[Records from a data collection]
+--

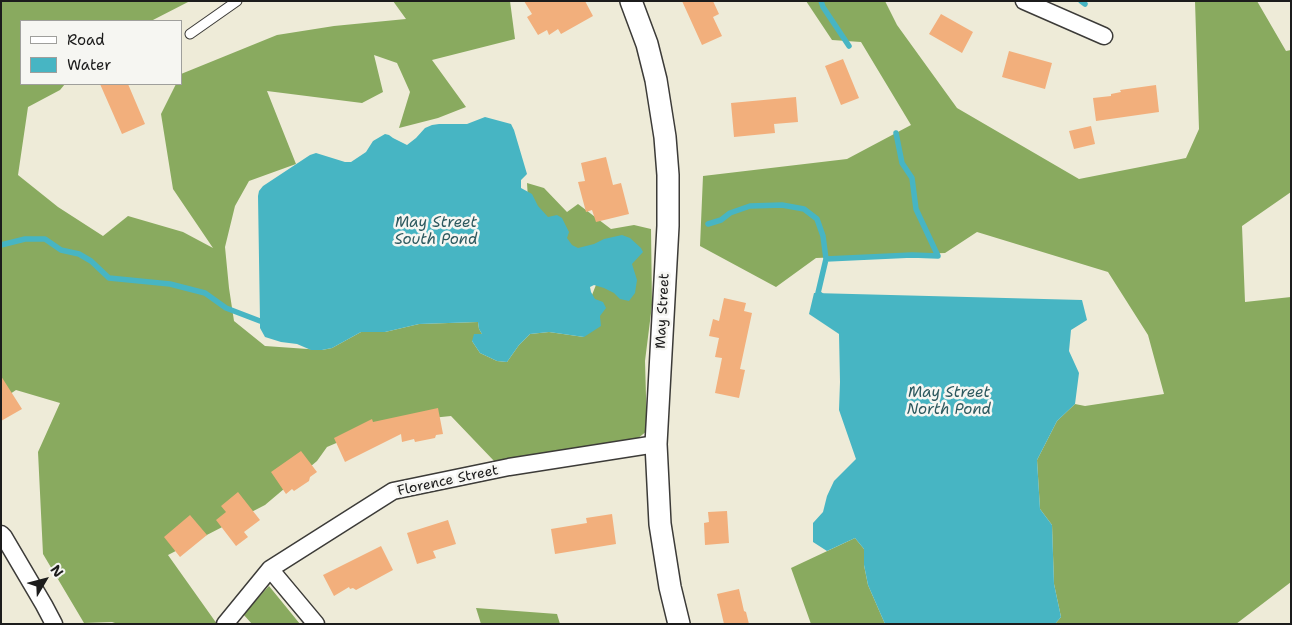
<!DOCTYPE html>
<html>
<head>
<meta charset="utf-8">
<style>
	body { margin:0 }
	#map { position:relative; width:1292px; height:625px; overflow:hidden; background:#eeebd8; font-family:"Shantell Sans",sans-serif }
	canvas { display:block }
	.frame { position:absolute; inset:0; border:2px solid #1c1c1c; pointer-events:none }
	.legend { position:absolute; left:20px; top:20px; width:162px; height:65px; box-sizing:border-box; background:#f6f6f2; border:1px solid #9f9f9c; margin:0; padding:6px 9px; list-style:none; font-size:15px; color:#1c1c1c }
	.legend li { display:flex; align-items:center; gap:10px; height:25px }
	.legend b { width:25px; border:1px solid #9f9f9c }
	.north { position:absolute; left:20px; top:555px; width:50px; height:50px; -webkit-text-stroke:4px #f6f6f2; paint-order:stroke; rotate:53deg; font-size:14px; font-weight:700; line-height:20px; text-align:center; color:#1c1c1c }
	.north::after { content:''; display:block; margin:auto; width:18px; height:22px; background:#1c1c1c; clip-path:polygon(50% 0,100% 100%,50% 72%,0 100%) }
</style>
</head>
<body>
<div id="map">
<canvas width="1292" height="625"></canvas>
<div class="frame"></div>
<ul class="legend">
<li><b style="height:6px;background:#fff"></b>Road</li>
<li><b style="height:14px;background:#47b5c3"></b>Water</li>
</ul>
<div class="north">N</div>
</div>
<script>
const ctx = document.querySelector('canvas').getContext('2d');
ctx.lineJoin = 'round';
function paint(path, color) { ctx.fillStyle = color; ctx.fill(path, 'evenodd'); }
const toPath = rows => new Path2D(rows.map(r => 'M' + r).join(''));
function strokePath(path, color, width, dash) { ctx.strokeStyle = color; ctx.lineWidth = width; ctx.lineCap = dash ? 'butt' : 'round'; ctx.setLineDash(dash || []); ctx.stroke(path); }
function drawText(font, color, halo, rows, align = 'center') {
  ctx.font = font + ' "Shantell Sans",sans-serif'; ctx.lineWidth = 5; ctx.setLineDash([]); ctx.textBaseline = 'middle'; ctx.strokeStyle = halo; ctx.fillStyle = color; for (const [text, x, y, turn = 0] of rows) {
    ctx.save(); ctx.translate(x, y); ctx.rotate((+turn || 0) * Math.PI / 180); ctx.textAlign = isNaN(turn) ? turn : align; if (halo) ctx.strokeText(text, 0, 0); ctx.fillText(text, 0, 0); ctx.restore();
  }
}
paint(toPath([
	[1,1,190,1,151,21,21,21,21,84,65,84,60,90,28,107,18,175,58,207,103,236,128,216,183,232,213,248,173,189,161,114,176,84,181,84,181,74,277,35,334,26,406,19,393,1,510,1,515,39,432,60,466,107,438,118,399,128,410,92,397,63,374,55,383,92,362,103,267,91,296,164,249,181,235,206,225,247,229,288,234,321,265,346,322,350,332,348,361,332,385,332,419,324,478,322,479,329,482,334,472,341,480,353,497,361,507,362,519,345,530,334,549,332,584,337,583,318,601,272,569,267,528,199,527,183,544,188,567,212,578,204,611,229,634,225,651,229,652,305,645,361,647,431,614,457,495,462,451,416,412,420,362,432,327,447,317,461,265,505,168,555,217,624,118,624,112,622,84,623,43,554,38,452,60,403,16,390,1,400],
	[806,1,885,1,897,25,957,108,1079,179,1186,158,1199,129,1195,1,1257,1,1286,51,1291,50,1291,192,1242,226,1245,302,1291,297,1291,582,1236,624,1055,624,1061,617,1054,584,1052,525,1040,509,1037,460,1057,421,1075,404,1085,406,1164,394,1148,335,1108,272,977,232,945,253,816,258,776,287,700,246,703,176,847,159,911,125,861,42,832,40],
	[855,538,864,549,864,565,868,585,885,624,811,624,791,568],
	[269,586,300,624,252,624,243,614],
	[476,608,557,614,560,624,481,624]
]), '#89aa5f');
paint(toPath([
	[485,117,511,124,514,130,527,174,521,180,521,188,532,194,538,206,548,217,557,215,562,218,569,232,567,238,572,245,578,248,594,244,604,239,622,235,630,238,641,248,643,252,632,264,637,280,635,293,629,301,620,299,614,293,604,288,594,285,590,287,591,292,595,299,603,302,606,308,600,316,601,326,584,337,549,332,530,334,519,345,507,362,497,361,480,353,472,341,474,334,482,334,479,329,478,322,419,324,385,332,361,332,332,348,322,350,311,350,297,344,281,342,265,337,260,328,260,321,258,196,259,191,263,186,310,155,316,153,345,162,351,162,366,152,373,141,385,134,389,135,393,138,407,145,416,138,425,128,432,125,439,124,467,124],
	[814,293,1082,300,1087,320,1071,330,1069,351,1079,373,1075,404,1057,421,1037,460,1040,509,1052,525,1054,584,1061,617,1055,624,885,624,868,585,864,565,864,549,855,538,827,551,813,542,813,523,823,512,827,496,834,481,856,459,839,410,840,382,839,334,809,314]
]), '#47b5c3');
strokePath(toPath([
	[821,1,823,7,849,46],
	[1081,1,1085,4],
	[708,224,721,220,730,213,750,206,782,205,804,209,817,219,823,236,826,259],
	[1,245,25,239,45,239,61,250,79,254,91,261,109,278,170,284,205,293,226,308,260,321],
	[823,297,818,293,826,259,912,255,938,256,916,209,912,178,902,163,896,133]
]), '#47b5c3', 5.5);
paint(toPath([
	[524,1,585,1,593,16,561,34,558,29,549,35,547,30,538,35,527,17,532,14],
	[682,1,713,1,719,14,713,17,722,36,702,45],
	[941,14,973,32,962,53,929,34],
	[1009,51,1052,63,1045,89,1002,77],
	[843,59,859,98,841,105,825,66],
	[100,84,128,84,145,124,122,134],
	[1156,85,1159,112,1096,121,1093,98,1111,96,1111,94,1121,92,1120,90],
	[796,97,798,122,774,124,775,133,734,137,731,103],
	[1091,126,1095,144,1074,149,1069,131],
	[606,157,613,185,621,183,629,214,596,222,592,210,586,212,578,182,585,181,581,163],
	[724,298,746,303,744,311,752,313,740,369,745,370,739,398,715,393,722,358,715,357,719,338,709,336,713,319,719,321],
	[1,376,22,409,1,421],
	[438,408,443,434,436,435,435,438,415,442,414,439,402,442,401,434,345,462,334,438,372,419,373,422],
	[301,451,317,472,310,477,309,481,294,491,292,489,286,494,271,472],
	[238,492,260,520,244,532,248,537,236,546,216,520,226,512,221,506],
	[727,511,729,543,705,545,704,523,709,522,708,512],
	[612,514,616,544,555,554,551,529,587,523,586,518],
	[190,515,207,535,180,557,164,537],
	[448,520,456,544,433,551,436,558,417,564,407,533],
	[381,546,393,570,356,590,353,588,350,589,349,587,334,596,323,575],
	[739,589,744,611,746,612,749,624,724,624,717,594]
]), '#f2af7c');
const service = toPath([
	[190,34,237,1]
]);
const minor = toPath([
	[1024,1,1104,36],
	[1,534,4,537,44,605,54,624],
	[270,569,316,624],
	[225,624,270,569,393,491,509,467,656,444]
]);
const tertiary = toPath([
	[631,1,647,44,656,80,665,137,668,175,668,226,656,444,660,524,670,587,679,624]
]);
strokePath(service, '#3c3b38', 11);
strokePath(minor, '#3c3b38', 19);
strokePath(tertiary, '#3c3b38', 24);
strokePath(service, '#fff', 9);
strokePath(minor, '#fff', 16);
strokePath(tertiary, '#fff', 21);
drawText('14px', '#1c1c1c', '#f6f6f2', [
	["May Street",663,311,-87],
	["Florence Street",448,481,-12]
]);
drawText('italic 15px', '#2d595f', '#f6f6f2', [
	["May Street",436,223],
	["South Pond",436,240],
	["May Street",949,393],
	["North Pond",949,410]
]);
</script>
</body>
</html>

+--

» **TRY IT**: Report each line of the entries where the word "rows" occurs.

» **REPLY**:
const toPath = rows => new Path2D(rows.map(r => 'M' + r).join(''));
function drawText(font, color, halo, rows, align = 'center') {
  ctx.font = font + ' "Shantell Sans",sans-serif'; ctx.lineWidth = 5; ctx.setLineDash([]); ctx.textBaseline = 'middle'; ctx.strokeStyle = halo; ctx.fillStyle = color; for (const [text, x, y, turn = 0] of rows) {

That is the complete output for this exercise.